## Exercise goal
Pick out and copy every line below that has the word "Localize".

Collected data
·····

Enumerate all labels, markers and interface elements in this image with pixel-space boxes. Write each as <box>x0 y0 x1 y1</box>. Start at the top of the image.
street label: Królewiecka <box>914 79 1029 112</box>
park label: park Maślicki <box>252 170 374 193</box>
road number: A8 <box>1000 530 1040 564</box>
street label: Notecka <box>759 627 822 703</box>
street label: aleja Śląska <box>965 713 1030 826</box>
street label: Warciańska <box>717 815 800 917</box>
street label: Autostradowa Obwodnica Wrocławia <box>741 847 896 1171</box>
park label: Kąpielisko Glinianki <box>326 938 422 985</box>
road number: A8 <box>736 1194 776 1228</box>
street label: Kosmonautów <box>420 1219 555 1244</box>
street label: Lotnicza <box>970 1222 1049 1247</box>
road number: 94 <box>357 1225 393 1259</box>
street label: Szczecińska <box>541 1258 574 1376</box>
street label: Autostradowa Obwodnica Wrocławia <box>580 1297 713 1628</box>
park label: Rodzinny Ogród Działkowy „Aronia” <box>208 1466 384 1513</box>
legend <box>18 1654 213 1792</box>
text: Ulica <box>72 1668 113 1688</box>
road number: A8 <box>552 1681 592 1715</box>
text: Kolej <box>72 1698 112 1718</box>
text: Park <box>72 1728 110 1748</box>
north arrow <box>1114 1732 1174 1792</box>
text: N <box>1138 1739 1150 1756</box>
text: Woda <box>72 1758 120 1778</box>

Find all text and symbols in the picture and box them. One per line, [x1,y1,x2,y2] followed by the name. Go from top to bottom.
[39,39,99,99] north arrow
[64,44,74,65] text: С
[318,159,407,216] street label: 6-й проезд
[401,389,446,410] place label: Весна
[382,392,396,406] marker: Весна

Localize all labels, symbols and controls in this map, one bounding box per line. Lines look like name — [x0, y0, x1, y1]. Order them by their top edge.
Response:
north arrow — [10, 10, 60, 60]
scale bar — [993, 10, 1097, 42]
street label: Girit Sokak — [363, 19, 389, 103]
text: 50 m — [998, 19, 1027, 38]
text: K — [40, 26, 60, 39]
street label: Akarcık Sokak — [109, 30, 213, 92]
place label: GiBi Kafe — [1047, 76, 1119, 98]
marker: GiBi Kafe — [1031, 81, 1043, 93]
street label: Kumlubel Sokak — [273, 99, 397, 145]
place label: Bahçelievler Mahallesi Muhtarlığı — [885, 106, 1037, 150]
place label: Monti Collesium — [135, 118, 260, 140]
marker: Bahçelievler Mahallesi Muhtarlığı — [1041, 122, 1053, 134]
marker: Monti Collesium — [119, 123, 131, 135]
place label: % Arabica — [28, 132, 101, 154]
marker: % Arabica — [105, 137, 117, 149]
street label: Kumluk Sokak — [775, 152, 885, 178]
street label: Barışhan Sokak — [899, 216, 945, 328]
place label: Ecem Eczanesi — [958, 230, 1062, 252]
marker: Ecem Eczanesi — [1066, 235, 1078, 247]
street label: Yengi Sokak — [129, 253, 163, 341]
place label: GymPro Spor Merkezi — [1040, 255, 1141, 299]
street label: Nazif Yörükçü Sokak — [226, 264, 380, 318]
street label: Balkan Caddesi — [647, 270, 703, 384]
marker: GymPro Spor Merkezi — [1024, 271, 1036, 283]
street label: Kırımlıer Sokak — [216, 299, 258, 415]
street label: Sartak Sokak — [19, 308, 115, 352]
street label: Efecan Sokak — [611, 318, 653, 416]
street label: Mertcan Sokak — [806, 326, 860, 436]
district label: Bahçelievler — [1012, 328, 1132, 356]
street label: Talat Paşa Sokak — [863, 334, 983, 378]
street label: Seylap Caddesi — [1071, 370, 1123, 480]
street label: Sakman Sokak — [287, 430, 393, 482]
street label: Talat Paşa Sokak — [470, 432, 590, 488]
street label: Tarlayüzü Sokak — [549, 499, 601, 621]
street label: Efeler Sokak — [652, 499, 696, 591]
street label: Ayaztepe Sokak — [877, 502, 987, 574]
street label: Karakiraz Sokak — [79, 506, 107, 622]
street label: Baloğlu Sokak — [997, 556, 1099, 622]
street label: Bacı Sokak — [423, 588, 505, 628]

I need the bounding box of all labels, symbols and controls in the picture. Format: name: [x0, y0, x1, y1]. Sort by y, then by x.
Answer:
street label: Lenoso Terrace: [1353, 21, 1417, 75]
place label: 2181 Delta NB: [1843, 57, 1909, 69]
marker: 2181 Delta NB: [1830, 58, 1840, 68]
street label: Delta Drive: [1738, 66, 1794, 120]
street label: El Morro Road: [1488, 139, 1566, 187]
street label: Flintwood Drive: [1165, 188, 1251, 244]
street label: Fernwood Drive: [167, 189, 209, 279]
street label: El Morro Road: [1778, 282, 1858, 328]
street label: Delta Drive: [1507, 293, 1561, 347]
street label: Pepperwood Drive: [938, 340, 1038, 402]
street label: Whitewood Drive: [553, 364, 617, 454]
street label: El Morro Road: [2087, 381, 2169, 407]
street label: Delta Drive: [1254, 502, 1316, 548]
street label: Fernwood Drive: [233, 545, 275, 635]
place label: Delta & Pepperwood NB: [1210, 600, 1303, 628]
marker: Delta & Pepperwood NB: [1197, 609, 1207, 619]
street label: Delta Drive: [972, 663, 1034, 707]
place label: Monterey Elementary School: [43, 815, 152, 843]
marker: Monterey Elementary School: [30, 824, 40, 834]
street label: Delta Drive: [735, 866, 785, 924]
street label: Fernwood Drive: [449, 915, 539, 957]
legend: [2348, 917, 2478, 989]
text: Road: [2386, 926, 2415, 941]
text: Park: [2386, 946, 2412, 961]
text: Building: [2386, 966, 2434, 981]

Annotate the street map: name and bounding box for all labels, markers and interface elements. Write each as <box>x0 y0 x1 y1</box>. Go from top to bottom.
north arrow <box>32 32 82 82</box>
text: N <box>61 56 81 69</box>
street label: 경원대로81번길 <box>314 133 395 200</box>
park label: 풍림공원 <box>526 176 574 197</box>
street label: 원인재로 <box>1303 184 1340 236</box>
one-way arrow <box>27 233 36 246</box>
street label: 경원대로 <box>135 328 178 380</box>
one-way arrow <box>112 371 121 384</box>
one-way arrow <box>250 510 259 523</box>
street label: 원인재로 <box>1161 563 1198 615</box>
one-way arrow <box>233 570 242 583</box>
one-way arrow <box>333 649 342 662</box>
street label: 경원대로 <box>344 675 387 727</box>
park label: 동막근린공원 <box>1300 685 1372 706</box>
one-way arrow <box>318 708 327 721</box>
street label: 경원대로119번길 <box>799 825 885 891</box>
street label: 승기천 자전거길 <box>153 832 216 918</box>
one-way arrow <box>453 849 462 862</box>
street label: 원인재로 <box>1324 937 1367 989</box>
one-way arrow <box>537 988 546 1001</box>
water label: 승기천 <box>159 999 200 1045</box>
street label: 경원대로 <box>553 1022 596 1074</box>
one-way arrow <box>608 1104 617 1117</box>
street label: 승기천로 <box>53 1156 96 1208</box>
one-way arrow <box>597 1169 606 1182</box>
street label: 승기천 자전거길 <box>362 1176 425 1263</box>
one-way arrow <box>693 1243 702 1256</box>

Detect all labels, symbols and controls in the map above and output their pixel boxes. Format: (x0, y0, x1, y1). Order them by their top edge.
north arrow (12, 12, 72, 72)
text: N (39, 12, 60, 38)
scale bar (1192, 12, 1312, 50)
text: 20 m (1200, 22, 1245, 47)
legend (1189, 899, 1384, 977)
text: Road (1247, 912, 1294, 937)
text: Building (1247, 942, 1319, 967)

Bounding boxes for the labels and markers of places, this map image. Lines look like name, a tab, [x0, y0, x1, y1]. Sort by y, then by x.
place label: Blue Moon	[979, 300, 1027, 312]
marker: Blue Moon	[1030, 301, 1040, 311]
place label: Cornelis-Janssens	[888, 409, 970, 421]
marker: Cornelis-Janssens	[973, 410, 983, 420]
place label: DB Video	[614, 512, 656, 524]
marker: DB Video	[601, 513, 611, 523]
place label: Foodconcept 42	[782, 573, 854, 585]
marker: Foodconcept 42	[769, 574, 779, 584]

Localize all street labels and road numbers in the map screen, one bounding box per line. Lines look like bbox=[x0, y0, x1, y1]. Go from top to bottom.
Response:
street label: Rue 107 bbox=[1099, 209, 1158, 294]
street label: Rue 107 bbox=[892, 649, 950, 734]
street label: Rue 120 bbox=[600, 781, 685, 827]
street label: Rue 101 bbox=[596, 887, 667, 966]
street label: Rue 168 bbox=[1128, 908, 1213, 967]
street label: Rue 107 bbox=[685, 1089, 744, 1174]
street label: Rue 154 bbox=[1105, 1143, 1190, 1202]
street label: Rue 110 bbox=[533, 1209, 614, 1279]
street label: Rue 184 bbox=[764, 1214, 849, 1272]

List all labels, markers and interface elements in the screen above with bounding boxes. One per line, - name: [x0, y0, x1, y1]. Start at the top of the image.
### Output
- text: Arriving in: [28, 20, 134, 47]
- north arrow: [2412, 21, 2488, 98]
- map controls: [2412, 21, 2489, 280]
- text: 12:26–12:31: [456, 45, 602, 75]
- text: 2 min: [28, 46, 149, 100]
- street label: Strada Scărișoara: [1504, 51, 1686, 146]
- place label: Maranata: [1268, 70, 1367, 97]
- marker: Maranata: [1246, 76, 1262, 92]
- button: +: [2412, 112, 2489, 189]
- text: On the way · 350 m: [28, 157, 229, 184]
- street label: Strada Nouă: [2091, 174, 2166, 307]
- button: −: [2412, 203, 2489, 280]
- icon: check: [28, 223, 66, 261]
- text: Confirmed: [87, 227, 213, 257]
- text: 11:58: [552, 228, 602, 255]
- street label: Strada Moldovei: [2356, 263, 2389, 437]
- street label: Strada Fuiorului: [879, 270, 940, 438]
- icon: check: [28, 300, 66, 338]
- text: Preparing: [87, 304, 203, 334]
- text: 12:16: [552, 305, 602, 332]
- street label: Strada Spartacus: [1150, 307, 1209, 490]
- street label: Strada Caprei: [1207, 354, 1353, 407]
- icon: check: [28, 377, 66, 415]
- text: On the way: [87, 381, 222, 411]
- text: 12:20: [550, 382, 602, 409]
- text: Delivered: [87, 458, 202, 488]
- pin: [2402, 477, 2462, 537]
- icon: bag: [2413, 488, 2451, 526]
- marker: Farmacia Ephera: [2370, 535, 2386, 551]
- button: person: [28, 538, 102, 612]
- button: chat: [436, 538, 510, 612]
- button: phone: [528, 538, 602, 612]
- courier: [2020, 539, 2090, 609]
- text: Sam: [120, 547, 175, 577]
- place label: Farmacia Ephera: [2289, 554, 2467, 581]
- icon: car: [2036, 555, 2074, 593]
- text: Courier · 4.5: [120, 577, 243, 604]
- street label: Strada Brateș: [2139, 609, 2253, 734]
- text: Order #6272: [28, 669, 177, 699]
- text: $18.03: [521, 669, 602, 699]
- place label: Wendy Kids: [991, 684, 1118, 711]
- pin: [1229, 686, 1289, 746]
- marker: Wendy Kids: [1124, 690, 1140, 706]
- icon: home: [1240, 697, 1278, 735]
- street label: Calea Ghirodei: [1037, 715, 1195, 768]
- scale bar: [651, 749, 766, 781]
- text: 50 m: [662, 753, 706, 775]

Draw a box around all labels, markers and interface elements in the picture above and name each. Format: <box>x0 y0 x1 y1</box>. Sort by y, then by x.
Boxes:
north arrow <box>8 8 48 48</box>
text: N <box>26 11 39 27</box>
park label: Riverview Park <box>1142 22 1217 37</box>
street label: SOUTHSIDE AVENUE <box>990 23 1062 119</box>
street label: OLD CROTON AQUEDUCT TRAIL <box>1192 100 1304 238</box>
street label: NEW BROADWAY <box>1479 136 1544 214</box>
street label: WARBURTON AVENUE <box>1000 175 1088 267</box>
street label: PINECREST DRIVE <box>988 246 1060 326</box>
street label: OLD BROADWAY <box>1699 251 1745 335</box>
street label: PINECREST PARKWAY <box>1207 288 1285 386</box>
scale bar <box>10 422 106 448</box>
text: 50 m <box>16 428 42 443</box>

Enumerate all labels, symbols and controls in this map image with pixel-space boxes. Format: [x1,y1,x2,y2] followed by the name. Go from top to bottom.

·····

## Solution for this exercise
Localize all labels, symbols and controls in this map, one bounding box per line. Lines look like name — [x0, y0, x1, y1]. Order them by their top edge.
Localize all street labels and road numbers in the map screen, one bounding box per line. Lines look like bbox=[x0, y0, x1, y1]. Go from top to bottom.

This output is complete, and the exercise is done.